Matando o câncer com vinagre
A minissérie ‘Apple Cider Vinegar’ (no português, Vinagre de Maçã) lançada recentemente pela Netflix traz um pouco da história da influencer australiana Belle Gibson entrelaçada a outras tramas reais e fictícias relacionadas ao câncer. Gibson afirmou em suas redes sociais ter se curado de um câncer terminal mudando os seus hábitos alimentares. A partir dessas afirmações, ela construiu um império de bem-estar online, incluindo as vendas de seu livro de receitas ‘The Whole Pantry: 100 Recipes for Eating Deliciously, Getting Back to Basics’ e os fraudulentos levantamentos de fundos para caridade.

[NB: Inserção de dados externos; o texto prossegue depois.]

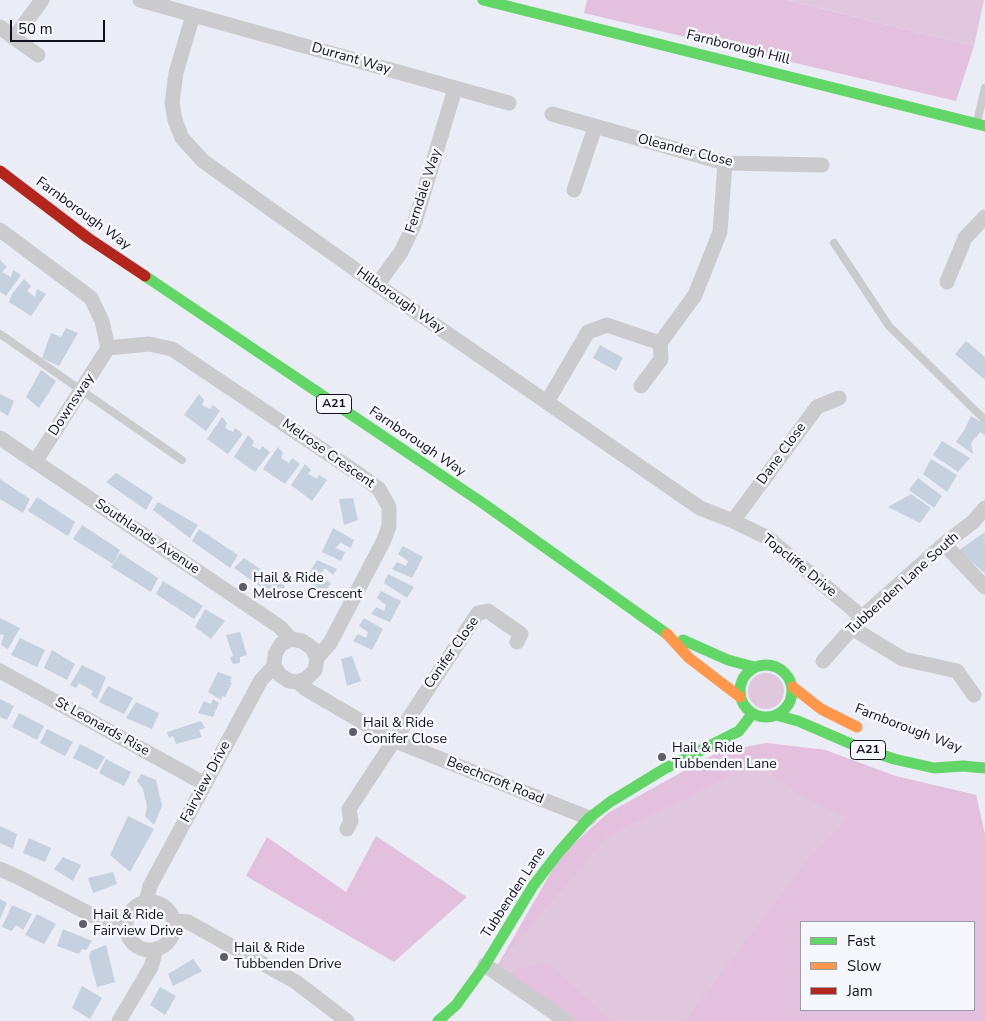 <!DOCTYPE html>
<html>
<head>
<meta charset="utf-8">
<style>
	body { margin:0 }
	#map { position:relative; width:985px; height:1021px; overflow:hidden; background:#eaecf6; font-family:"Nunito Sans",sans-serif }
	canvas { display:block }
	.legend { position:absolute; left:800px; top:921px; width:175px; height:90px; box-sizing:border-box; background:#f6f7fd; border:1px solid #9a9ba3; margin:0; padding:6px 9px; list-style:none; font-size:15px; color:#11121b }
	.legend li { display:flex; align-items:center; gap:10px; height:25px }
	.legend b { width:25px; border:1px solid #9a9ba3 }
	.scale { position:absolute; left:10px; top:20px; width:95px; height:22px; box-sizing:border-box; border:2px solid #11121b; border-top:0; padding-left:6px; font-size:15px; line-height:18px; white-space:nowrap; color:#11121b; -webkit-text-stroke:4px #f6f7fd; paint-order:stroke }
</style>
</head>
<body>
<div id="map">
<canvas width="985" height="1021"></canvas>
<ul class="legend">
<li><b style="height:6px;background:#63d668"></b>Fast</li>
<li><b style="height:6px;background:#ff974d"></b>Slow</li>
<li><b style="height:6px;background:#b3261e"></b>Jam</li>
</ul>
<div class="scale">50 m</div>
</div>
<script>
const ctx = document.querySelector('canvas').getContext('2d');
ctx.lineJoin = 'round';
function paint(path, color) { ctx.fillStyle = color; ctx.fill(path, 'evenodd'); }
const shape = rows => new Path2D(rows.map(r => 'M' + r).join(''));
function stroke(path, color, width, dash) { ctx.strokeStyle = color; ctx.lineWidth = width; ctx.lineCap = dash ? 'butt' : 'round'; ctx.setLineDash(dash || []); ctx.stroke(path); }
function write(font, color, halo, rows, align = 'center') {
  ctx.font = font + ' "Nunito Sans",sans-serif'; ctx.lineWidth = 5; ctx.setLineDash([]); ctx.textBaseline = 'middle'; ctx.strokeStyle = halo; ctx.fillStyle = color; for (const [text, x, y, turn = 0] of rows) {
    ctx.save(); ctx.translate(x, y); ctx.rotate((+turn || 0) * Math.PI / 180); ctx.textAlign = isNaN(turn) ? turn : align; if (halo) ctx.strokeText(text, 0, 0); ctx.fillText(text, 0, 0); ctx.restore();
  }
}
paint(shape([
	[787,0,984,0,974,46],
	'748 691a18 18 0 1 1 36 0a18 18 0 1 1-36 0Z',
	[766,743,825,750,895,776,976,795,985,835,985,1021,574,1021,495,965,499,963,561,855],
	[801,922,974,922,974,1010,801,1010]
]), '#e0c7dd');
paint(shape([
	[587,0,787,0,974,46,956,101,584,13],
	[766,743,825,750,895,776,976,795,985,835,985,1021,685,1021,815,850,847,818,799,795,763,767,747,768,739,770,680,802,628,825,606,838,499,963,561,855,608,813,718,752],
	[801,922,974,922,974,1010,801,1010],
	[376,836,467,897,394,962,246,876,267,837,346,892],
	[546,962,612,1021,574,1021,507,975,518,968]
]), '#e3c1de');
paint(shape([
	[0,260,7,267,2,272,11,277,13,270,21,275,6,296,0,292],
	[24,279,31,286,27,291,35,297,37,289,46,294,31,316,9,302,12,294],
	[66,328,78,333,59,366,42,358,51,333,61,337],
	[966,341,985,357,985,380,955,354],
	[600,345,623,358,616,371,593,358],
	[41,370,56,381,39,408,26,397],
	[0,394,14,401,8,416,0,411],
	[199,394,204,400,202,405,210,409,213,405,220,411,206,431,184,415],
	[971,416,985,424,985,435,980,432,976,438,975,437,971,444,973,454,956,442,965,429],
	[222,417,227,423,225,428,233,432,235,428,243,434,228,454,207,439],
	[248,435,254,441,252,446,260,450,262,446,270,452,255,472,234,457],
	[942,441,970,458,958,472,933,455],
	[278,447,283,453,281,458,289,463,292,458,300,464,285,484,263,469],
	[931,459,957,475,947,492,923,474],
	[305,464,311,470,308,474,317,479,319,475,327,480,312,501,291,485],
	[116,473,153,497,146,510,106,482],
	[918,478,942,496,934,508,909,490],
	[0,479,30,499,23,513,0,499],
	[911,494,931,508,920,523,888,507],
	[37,497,75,522,68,536,28,511],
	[353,498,358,520,344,525,339,499],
	[158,502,198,525,190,538,153,510],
	[82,525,120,550,113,564,73,539],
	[333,528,354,540,351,548,341,543,335,548,345,552,341,561,322,552],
	[199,529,238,555,230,568,192,541],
	[985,532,985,539,981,536,985,540,985,573,958,551],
	[403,546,423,557,412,578,392,569,397,562,406,566,408,561,398,554],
	[120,553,158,578,151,592,111,567],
	[244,558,285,586,278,599,234,568],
	[317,560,337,569,333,575,325,568,319,577,331,583,324,593,305,580],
	[388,574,414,587,407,598,384,583],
	[163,581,203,606,194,619,156,594],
	[381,591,401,601,390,622,371,614,376,607,384,611,386,605,377,598],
	[205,609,225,621,211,639,195,627],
	[0,618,20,628,8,649,1,645,4,635,0,634],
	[364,618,383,629,372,650,353,641,358,634,366,638,368,632,359,626],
	[240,632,247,655,240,657,240,663,233,664,230,658,233,656,226,635],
	[20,638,45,650,37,667,11,655],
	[52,650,75,664,67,680,44,668],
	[352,656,361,681,347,686,341,659],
	[82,665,106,677,97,699,91,695,93,691,79,683,76,688,70,685],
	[218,672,232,677,230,682,232,683,225,697,222,696,221,700,208,692],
	[108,686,133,698,124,714,99,702],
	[0,699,14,706,7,720,0,717],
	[213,699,219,703,213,717,198,713,204,701,211,704],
	[136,702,159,713,152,729,126,718],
	[19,713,44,726,37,740,12,727],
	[201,721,205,728,199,730,202,737,176,744,173,736,169,738,167,732],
	[47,729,73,742,65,756,40,743],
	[80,744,105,757,97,770,73,758],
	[106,759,131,772,124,786,99,773],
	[141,774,156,780,162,806,154,825,145,816,147,807,143,789,137,781],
	[128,816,154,829,130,872,110,855],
	[0,826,17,834,13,849,0,843],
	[29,838,51,848,45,862,23,853],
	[63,857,81,865,73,881,54,869],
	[113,872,117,884,93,893,88,878],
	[0,899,7,903,0,919],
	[12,905,32,914,23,930,16,925,12,931,2,927],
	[37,914,56,924,44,944,25,935],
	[63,929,92,941,86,950,82,949,79,954,57,946],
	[106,945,115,982,97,987,89,957,91,951],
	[193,959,202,971,173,986,168,974],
	[82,986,102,998,90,1019,72,1008],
	[160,987,176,996,165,1015,150,1005]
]), '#c5d1df');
stroke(shape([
	[977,122,985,88],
	[834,243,889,326,985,420],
	[0,334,182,460]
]), '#cbcbce', 8);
stroke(shape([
	[140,0,509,103],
	[193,15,176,73,172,103,175,120,182,138,203,161,377,285,700,508,733,521,768,538,862,617],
	[0,27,14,38],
	[38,55,14,38,42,0],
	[552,114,725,163,822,165],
	[574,190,595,127],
	[0,230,91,298,102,321,108,348],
	[947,282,965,238,985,217],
	[377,285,401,252,414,225,455,89],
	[108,348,149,344,172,349,360,475,379,489,389,507,389,526,384,540,330,643,317,658],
	[641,386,661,359,660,343],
	[547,402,588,332,607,325,660,343,695,295,720,232,725,163],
	[0,438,280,627,291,639],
	[35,462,108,348],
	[733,521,817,407,839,398],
	[944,544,985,587],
	[852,628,903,659,957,671,974,695],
	[291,639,302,641,312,648,317,658,315,670,307,678,298,682,289,681,280,675,274,666,275,654,281,644,291,639],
	[823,661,862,617,944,544,973,522,985,508],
	[0,671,205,784],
	[298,682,306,689,393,740,589,818],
	[347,829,351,821,349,809,478,613,488,611,521,634,517,642],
	[0,869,22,879,113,926,125,928],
	'126 926a24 24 0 1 1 48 0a24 24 0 1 1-48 0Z',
	[146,902,150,886,205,784,261,680,274,666],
	[174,921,188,922,296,982,347,1021],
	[485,965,566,1021],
	[119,1021,151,967,156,949]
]), '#cbcbce', 15);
stroke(shape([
	[483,0,985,126],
	[145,276,484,504,667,634],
	[683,640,728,660,754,667],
	'740 691a26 26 0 1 1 52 0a26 26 0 1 1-52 0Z',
	[776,715,798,721,856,746,894,759,934,768,963,766,985,768],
	[438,1021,456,1005,485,965,533,886,559,852,589,818,610,802,664,769,739,731,752,714]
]), '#63d668', 11);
stroke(shape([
	[667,634,689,658,740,697],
	[793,687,821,709,857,727]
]), '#ff974d', 11);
stroke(shape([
	[0,171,88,238,145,276]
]), '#b3261e', 11);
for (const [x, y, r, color] of [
	[243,587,5,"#5d5e68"],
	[353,732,5,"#5d5e68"],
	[662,757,5,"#5d5e68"],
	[83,924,5,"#5d5e68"],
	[224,957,5,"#5d5e68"]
]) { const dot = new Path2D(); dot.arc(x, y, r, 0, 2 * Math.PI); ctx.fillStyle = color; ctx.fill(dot); stroke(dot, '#f6f7fd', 2); }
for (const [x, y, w] of [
	[334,404,35],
	[868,750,35]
]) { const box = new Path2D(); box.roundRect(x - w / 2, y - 9.5, w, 19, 4); ctx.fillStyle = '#f6f7fd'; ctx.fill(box); stroke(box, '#11121b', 1); }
write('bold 12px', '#11121b', null, [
	["A21",334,404],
	["A21",868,750]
]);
write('14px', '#11121b', '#f6f7fd', [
	["Farnborough Hill",738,48,14],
	["Durrant Way",351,59,16],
	["Oleander Close",685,151,14],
	["Ferndale Way",424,191,-72],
	["Farnborough Way",83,214,36],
	["Hilborough Way",400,301,35],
	["Downsway",72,405,-57],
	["Farnborough Way",417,442,34],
	["Melrose Crescent",328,454,35],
	["Dane Close",782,454,-54],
	["Southlands Avenue",147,537,34],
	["Topcliffe Drive",799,566,39],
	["Tubbenden Lane South",903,584,-42],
	["Conifer Close",452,653,-55],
	["St Leonards Rise",102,727,29],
	["Farnborough Way",908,729,21],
	["Beechcroft Road",495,781,22],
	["Fairview Drive",206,782,-62],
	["Tubbenden Lane",514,893,-57]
]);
write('14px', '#11121b', '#f6f7fd', [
	["Hail & Ride",253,579],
	["Melrose Crescent",253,595],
	["Hail & Ride",363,724],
	["Conifer Close",363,740],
	["Hail & Ride",672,749],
	["Tubbenden Lane",672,765],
	["Hail & Ride",93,916],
	["Fairview Drive",93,932],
	["Hail & Ride",234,949],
	["Tubbenden Drive",234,965]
], 'left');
</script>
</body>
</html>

Para bolar as suas estratégias de marketing, Gibson se baseou nos relatos da australiana Jessica Ainscough – a personagem Milla Blake -, que enfrentava um sarcoma epitelioide através de terapias alternativas, inclusive a Terapia Gerson. Ainscough tinha um blog chamado ‘Wellness Warrior’ (na tradução livre, “guerreiro do bem-estar”) e possuía 1,5 milhões de seguidores.
Terapia Gerson
A terapia foi desenvolvida pelo médico alemão – imigrado para os Estados Unidos – Max Gerson e se utiliza de uma dieta de desintoxicação, no intuito de reconstruir o sistema imunológico, combinando suplementos de vitaminas e minerais. A dieta é baseada em alimentos orgânicos e vegetarianos. Tudo teria começado quando o próprio Gerson, que sofria de enxaqueca, resolveu criar uma dieta vegetariana, a fim de curar as suas dores. Segundo Gerson, o resultado foi positivo. E, a partir daí, foi tentando tratar pacientes com diferentes diagnósticos da mesma forma.
Apesar de afirmar que até pacientes com câncer em estado avançado poderiam se curar, nenhum caso de sucesso pôde ser comprovado.
…apenas 18 dos 38 pacientes permaneceram no estudo por 5 anos ou até morrerem; sua sobrevida média foi de 9 meses desde o início do estudo. Os outros 20 pacientes foram perdidos no acompanhamento. Nos 5 anos, 17 dos 18 haviam morrido, e um paciente com linfoma não-Hodgkin avançado estava vivo, mas não livre da doença. No geral, este estudo não ofereceu dados significativos para apoiar a eficácia clínica das abordagens estudadas.
Segundo o pai de Jessica, ela morreu por complicações na radioterapia, depois de ter sido dada como curada, após dois anos de Terapia Gerson.
O apelo à natureza
Assim como Jessica, muitos de nós temos tentado meio que voltar no tempo no intuito de encontrar soluções para os problemas em que nos metemos aqui, “no futuro”. Então, saímos dos ultraprocessados e voltamos aos naturais. Mas Amanda Ruggeri, em seu artigo Por que produtos naturais nem sempre são melhores que sintéticos vem tentar nos lembrar o que afinal provém da natureza.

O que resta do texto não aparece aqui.